Graph Databases Gaining Enterprise-Ready Features
Graph database vendors are broadening their applications by adding enterprise-focused features to help customers who are dealing with the burdens of huge troves of business-critical data.
In a move that is highlighting the growing maturity of the graph database marketplace, Neo4j recently unveiled its latest product, Neo4j for Graph Data Science, which is designed to make it easier for enterprises to use graph machine learning to expand their capabilities. Another vendor, Katana Graph, recently announced a collaboration with Intel to port and optimize its Katana Graph engine on Intel Xeon scalable processors, Xeon-based clusters and on Intel’s upcoming discrete GPUs.
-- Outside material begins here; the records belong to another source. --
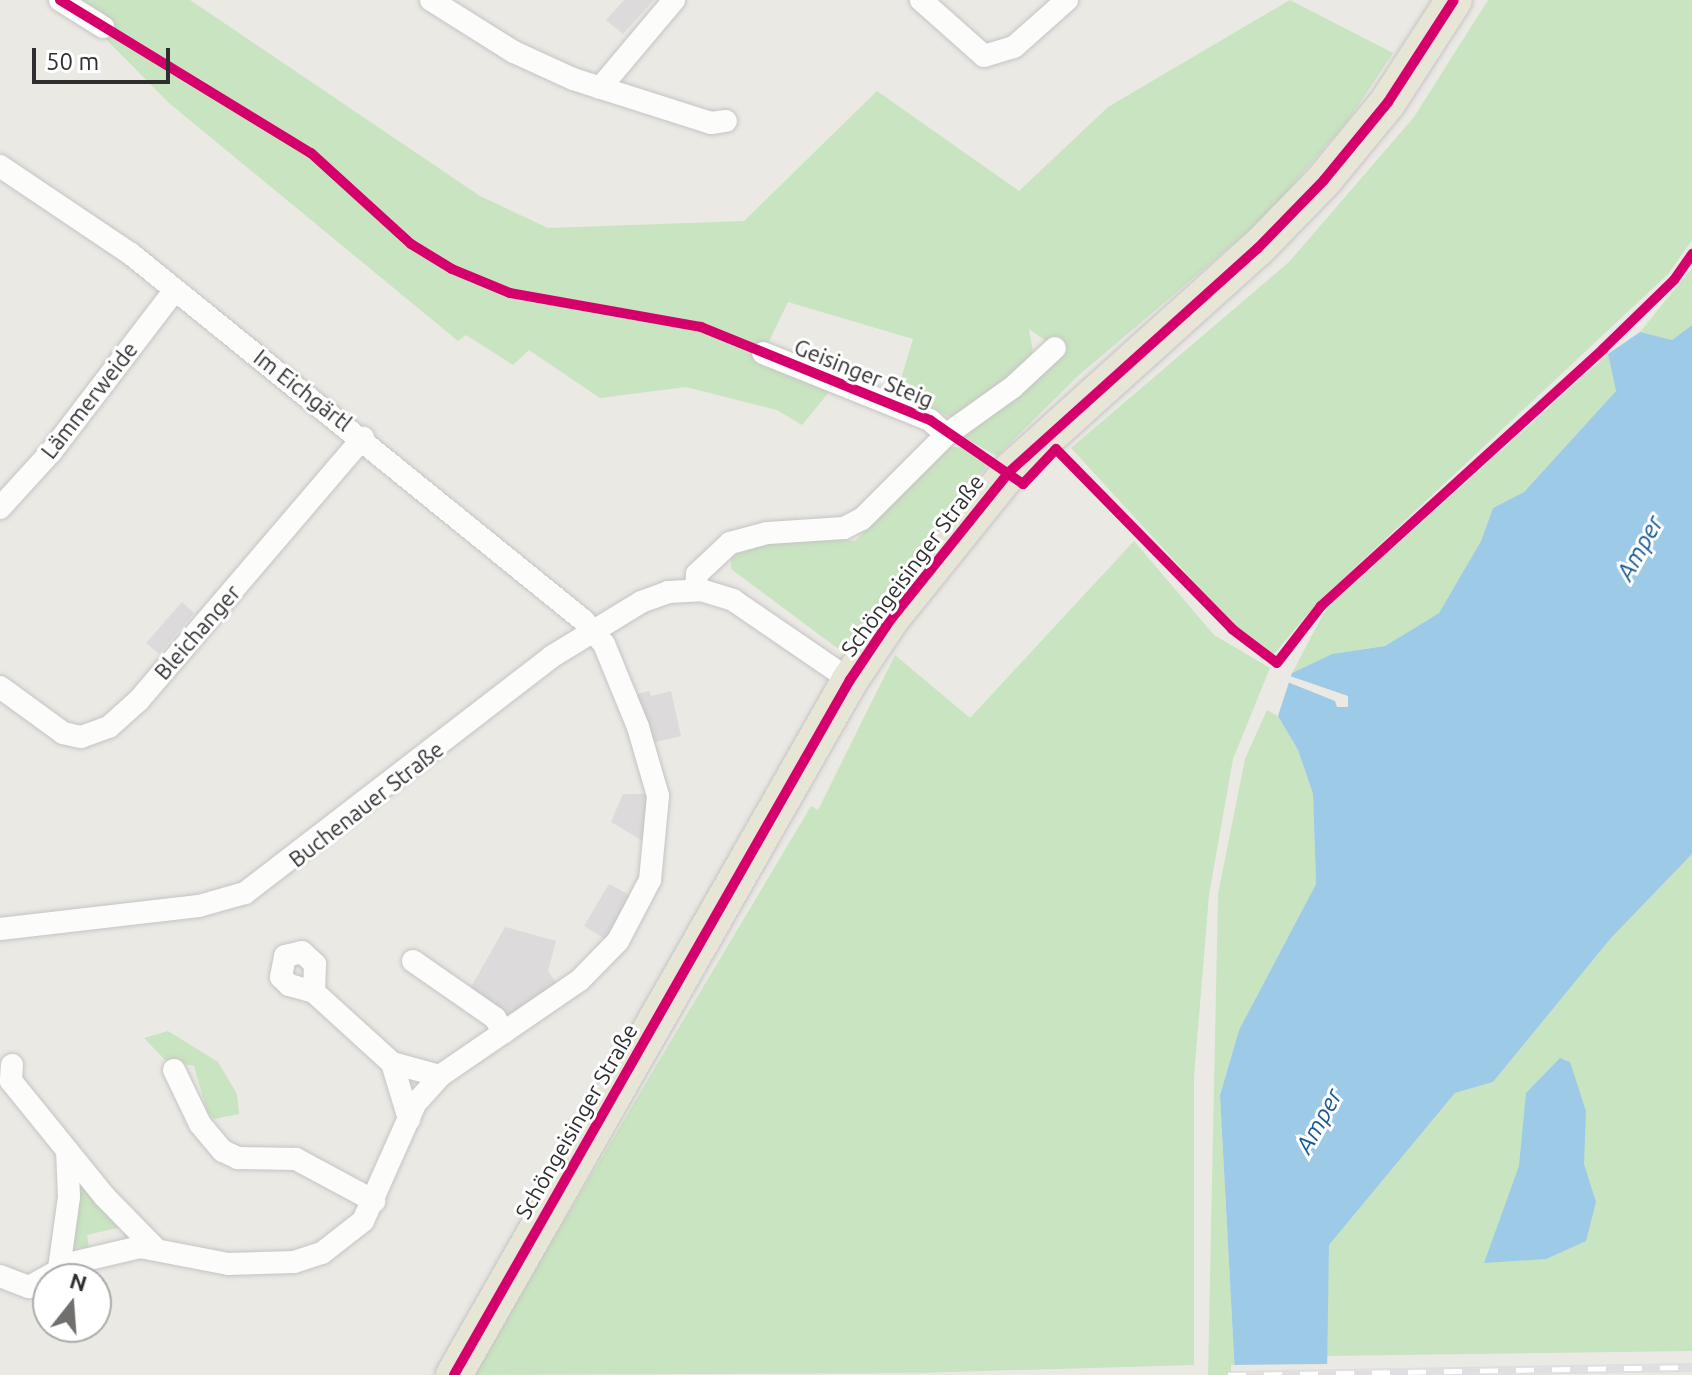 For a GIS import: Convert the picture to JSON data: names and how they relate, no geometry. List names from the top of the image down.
{
  "streets": {
    "main road": ["Schöngeisinger Straße"],
    "street": [
      "Geisinger Steig",
      "Im Eichgärtl",
      "Lämmerweide",
      "Bleichanger",
      "Buchenauer Straße"
    ]
  },
  "crossings": [
    ["Im Eichgärtl", "Lämmerweide"],
    ["Im Eichgärtl", "Bleichanger"],
    ["Im Eichgärtl", "Buchenauer Straße"],
    ["Schöngeisinger Straße", "Buchenauer Straße"]
  ],
  "water": ["Amper"],
  "scale_bar": "50 m",
  "north": "top"
}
Meanwhile, TigerGraph, recently unveiled the results of a new graph data management benchmark study that uses nearly 5TB of raw data on a cluster of machines to show the performance benefits enterprises can potentially receive using its graph database.
Graph databases are purpose-built to store and navigate what are called data “relationships,” according to documentation from Amazon Web Services. Relationships in graph databases are critical to bring disparate data together, using “nodes” to store data entities, and “edges” to store relationships between entities. Edges in graph databases include a start node, an end node, a type, and a direction. An edge can describe parent-child relationships, actions, ownership, and more. The number and kind of relationships a node in a graph database can have is unlimited.
Graph databases continue to gain new interest from enterprises because they connect all of a company’s internal and external datasets and pipelines for analysis, which can then create and deliver broad business insights that might not have been possible in the past.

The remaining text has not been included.